> _About this task_: Where in the data does the word "roads" appear? Find those lines and copy them.

※ ※ ※

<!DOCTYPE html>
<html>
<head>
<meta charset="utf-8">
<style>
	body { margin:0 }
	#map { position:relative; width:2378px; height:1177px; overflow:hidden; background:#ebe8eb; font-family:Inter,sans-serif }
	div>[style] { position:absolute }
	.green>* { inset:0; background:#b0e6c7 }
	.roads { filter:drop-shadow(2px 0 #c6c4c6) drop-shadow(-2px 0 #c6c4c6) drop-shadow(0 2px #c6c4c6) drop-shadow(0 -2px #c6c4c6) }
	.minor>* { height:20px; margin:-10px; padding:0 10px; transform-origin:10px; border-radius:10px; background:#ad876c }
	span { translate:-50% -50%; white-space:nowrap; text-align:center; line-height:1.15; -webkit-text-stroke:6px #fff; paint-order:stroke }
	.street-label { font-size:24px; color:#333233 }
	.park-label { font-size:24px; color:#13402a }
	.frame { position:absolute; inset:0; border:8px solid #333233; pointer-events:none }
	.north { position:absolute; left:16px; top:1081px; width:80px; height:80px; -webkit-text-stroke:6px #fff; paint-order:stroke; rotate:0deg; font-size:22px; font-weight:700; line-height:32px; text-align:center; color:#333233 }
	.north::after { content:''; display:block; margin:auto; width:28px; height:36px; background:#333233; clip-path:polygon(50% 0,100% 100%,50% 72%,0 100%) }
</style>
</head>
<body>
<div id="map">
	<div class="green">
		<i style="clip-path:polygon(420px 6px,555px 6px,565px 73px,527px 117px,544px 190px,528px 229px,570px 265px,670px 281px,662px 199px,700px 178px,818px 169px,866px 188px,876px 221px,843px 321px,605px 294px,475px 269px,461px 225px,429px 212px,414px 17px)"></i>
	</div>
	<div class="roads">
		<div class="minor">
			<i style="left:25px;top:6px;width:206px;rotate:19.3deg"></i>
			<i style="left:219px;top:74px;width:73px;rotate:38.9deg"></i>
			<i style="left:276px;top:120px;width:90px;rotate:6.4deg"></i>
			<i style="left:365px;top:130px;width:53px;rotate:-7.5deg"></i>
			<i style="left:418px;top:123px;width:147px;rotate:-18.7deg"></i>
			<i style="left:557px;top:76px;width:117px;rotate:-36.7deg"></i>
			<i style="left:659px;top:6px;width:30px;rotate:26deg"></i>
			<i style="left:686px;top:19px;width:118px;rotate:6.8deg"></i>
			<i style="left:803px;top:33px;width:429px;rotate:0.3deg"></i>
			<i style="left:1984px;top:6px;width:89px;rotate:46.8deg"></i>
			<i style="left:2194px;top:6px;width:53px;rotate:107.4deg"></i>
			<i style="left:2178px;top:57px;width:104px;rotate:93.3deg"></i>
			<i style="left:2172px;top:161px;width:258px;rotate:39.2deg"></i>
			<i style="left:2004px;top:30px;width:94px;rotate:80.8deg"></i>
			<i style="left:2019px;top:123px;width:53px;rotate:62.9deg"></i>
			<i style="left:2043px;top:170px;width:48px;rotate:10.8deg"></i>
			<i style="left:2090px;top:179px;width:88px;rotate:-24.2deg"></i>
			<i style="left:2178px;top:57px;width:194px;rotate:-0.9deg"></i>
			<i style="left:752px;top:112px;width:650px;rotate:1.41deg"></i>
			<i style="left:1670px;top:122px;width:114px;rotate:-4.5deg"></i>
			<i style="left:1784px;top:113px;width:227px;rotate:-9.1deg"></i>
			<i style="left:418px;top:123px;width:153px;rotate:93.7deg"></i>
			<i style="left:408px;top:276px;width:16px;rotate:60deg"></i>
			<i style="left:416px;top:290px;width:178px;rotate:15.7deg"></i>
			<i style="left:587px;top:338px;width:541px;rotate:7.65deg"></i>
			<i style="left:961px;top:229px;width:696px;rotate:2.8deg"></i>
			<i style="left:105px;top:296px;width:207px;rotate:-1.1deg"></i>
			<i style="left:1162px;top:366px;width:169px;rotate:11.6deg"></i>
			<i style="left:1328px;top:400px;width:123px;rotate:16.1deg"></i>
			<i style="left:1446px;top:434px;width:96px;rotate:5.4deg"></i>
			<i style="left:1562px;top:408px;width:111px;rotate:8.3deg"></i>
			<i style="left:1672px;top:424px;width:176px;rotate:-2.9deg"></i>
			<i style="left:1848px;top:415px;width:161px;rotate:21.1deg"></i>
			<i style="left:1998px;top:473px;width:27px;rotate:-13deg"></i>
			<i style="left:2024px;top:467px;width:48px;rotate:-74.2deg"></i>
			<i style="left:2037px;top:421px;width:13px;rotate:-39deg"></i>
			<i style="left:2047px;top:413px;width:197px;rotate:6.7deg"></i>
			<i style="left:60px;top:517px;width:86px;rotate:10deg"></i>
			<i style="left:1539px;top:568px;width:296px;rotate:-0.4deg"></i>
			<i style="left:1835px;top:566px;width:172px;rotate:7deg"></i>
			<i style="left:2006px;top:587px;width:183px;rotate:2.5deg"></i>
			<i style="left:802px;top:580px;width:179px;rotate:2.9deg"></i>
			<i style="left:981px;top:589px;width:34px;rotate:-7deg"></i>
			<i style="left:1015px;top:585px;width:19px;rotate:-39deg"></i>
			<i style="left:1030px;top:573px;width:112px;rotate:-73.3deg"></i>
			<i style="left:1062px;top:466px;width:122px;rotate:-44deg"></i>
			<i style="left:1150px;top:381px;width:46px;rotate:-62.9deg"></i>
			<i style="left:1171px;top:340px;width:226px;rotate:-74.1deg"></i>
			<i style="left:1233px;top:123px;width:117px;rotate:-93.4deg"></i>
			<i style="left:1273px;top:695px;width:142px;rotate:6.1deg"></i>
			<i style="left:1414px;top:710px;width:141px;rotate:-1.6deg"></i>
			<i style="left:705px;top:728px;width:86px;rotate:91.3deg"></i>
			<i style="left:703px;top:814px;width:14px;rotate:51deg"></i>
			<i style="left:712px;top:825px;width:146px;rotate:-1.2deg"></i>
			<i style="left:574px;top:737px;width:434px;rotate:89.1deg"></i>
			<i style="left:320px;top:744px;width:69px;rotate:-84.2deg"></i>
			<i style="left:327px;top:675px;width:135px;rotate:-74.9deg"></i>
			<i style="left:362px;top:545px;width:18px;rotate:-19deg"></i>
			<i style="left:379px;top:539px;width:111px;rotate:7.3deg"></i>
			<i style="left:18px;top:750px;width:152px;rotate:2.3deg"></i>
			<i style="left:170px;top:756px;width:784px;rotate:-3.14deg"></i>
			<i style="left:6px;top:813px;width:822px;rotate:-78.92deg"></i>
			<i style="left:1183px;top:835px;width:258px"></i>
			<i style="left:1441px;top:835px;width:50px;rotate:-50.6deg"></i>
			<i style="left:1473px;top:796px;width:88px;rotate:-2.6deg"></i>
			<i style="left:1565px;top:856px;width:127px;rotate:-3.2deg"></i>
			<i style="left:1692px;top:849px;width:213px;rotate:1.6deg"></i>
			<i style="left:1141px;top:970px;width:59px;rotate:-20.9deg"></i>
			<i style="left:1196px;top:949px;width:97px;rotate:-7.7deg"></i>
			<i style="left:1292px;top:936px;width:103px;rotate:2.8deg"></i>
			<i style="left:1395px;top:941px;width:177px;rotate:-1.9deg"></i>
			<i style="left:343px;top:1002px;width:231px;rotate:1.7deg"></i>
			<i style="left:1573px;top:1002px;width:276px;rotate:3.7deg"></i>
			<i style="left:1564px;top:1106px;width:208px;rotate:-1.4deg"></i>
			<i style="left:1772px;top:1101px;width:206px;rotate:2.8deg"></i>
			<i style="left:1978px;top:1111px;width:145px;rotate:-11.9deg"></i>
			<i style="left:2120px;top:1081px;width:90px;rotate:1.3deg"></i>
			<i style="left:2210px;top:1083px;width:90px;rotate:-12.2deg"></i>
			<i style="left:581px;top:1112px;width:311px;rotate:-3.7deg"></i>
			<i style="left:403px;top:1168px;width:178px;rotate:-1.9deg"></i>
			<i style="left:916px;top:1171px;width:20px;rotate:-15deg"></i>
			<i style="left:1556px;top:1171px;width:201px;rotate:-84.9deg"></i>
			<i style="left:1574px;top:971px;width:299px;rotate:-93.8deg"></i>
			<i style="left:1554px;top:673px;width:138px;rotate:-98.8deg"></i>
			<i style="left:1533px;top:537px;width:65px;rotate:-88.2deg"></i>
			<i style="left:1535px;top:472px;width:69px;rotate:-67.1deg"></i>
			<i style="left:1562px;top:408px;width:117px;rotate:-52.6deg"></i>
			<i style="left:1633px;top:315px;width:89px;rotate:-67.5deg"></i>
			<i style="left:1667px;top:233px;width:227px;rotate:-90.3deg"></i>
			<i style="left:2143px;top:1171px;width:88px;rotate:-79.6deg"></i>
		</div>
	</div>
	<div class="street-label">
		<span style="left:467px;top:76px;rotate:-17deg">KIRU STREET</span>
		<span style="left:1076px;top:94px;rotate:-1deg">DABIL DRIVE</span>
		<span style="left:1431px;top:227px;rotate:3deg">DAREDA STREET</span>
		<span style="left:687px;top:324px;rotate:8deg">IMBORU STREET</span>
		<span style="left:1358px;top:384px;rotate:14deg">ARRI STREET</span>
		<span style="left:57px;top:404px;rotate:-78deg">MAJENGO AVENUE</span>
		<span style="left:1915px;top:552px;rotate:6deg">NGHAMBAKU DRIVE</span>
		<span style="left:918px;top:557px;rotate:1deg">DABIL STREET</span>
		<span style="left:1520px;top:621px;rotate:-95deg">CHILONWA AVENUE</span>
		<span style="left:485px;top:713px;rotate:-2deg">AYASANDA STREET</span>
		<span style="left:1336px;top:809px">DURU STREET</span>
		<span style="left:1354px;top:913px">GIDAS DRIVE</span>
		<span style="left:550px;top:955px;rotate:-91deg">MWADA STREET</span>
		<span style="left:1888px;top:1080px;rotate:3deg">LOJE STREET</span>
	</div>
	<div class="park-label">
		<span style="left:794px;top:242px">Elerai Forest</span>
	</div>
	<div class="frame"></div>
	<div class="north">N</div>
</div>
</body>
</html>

※ ※ ※

> _Your solution_:
	.roads { filter:drop-shadow(2px 0 #c6c4c6) drop-shadow(-2px 0 #c6c4c6) drop-shadow(0 2px #c6c4c6) drop-shadow(0 -2px #c6c4c6) }
	<div class="roads">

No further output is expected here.